As with other earthworm species, E. fetida is hermaphroditic, and uniparental reproduction is possible, even if usually the reproduction is between copulating individuals. The two worms join clitella, the large, lighter-colored bands which contain the worms' reproductive organs, and which are only prominent during the reproduction process. The two worms exchange sperm. This sperm can be stored for several months in a specialized organ called the spermathecae. In ideal conditions, each earthworm can lay approximately 3 cocoons per week, and each cocoon may contain anywhere from 1-9 fertilized eggs.
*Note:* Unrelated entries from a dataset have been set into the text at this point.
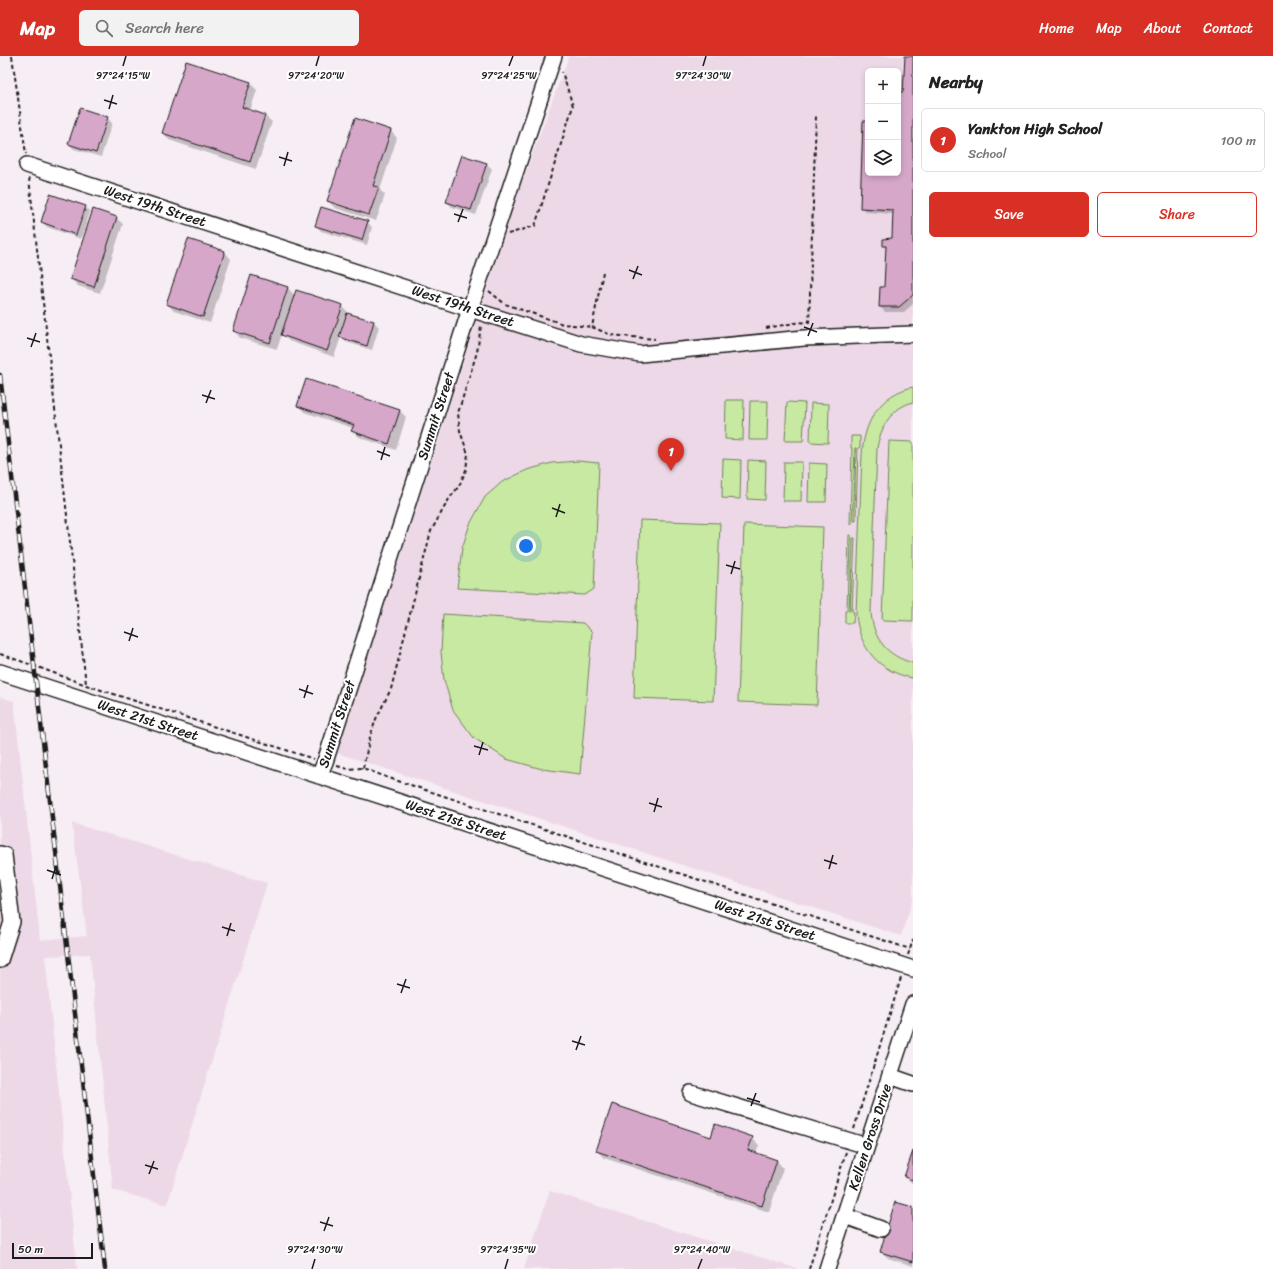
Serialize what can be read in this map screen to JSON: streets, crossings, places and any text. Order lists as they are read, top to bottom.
{
  "streets": {
    "street": [
      "West 19th Street",
      "Summit Street",
      "West 21st Street",
      "Kellen Gross Drive"
    ]
  },
  "crossings": [
    ["West 19th Street", "Summit Street"],
    ["Summit Street", "West 21st Street"]
  ],
  "scale_bar": "50 m",
  "page": {
    "header": "Map",
    "search": "Search here",
    "nav": [
      "Home",
      "Map",
      "About",
      "Contact"
    ],
    "heading": "Nearby",
    "map_buttons": ["+", "−"],
    "list": [
      {
        "mark": "1",
        "name": "Yankton High School",
        "note": "School",
        "value": "100 m"
      }
    ],
    "buttons": ["Save", "Share"],
    "pins": "1",
    "scale": "50 m"
  },
  "coordinates": [
    "97°24'15\"W",
    "97°24'20\"W",
    "97°24'25\"W",
    "97°24'30\"W",
    "97°24'35\"W",
    "97°24'40\"W"
  ]
}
These cocoons are lemon-shaped and are pale yellow at first, becoming more brownish as the worms inside become mature. These cocoons are clearly visible to the naked eye. At 25°C, E. fetida hatches from its cocoon in about 3 weeks.

==DNA repair==

Ionizing radiation induces DNA strand breaks and oxidized DNA bases in both spermatogenic cells and somatic cells of E. fetida, and also induces the repair of these damages.

==Lifespan==
The lifespan of E. fetida under controlled conditions varies between one and five years.

==Habitat==
The ideal habitat of Eisenia fetida includes organic matter that they can feast on. Usually they live just beneath the surface to avoid light. The temperature of the mixture in which they reside should be between 4.5°C to 32°C. In the summer, they will actively go deeper than 15 centimeters to find cooler areas as they don't prefer heat. The cocoons that they form can handle even harsher temperatures.